**WHAT YOU SHOULD DO**
Please reproduce, exactly and in full, the lines running from the one that contains "Find all labels, markers" to the end of the entries.

**Stored data**
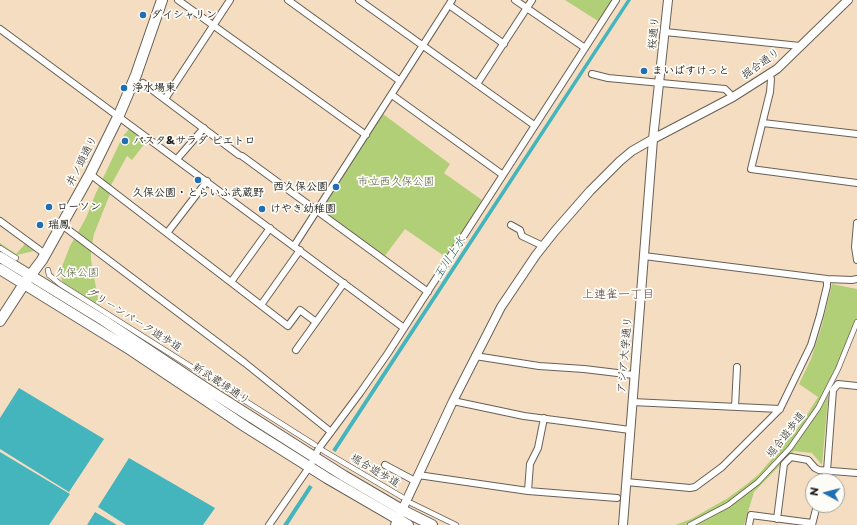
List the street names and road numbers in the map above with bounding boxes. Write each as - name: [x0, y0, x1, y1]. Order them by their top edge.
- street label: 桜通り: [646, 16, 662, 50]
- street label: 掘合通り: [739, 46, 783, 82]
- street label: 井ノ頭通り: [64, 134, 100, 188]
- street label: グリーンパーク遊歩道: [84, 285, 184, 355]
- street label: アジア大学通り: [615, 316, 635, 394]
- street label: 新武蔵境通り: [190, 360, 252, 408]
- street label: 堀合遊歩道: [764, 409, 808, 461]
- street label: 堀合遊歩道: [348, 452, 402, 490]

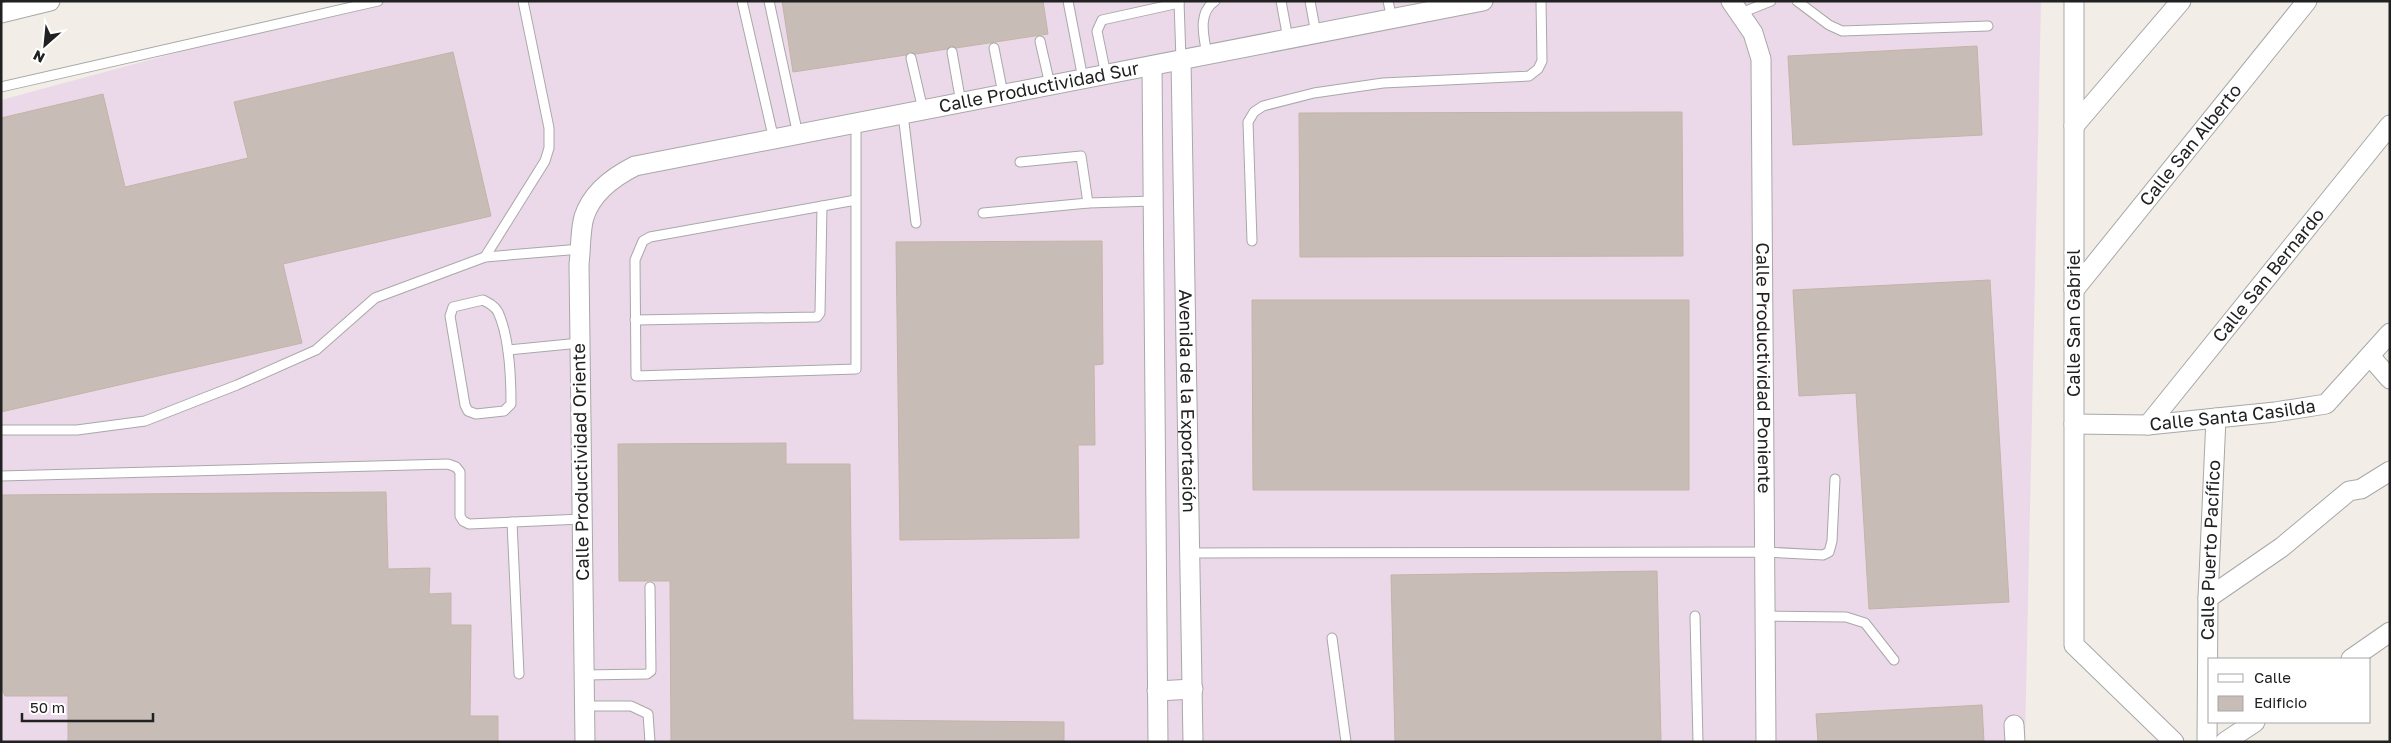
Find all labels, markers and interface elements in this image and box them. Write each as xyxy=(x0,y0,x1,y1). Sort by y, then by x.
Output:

**REPLY**
Find all labels, markers and interface elements in this image and box them. Write each as xyxy=(x0,y0,x1,y1). Sort by y, then by x.
Output:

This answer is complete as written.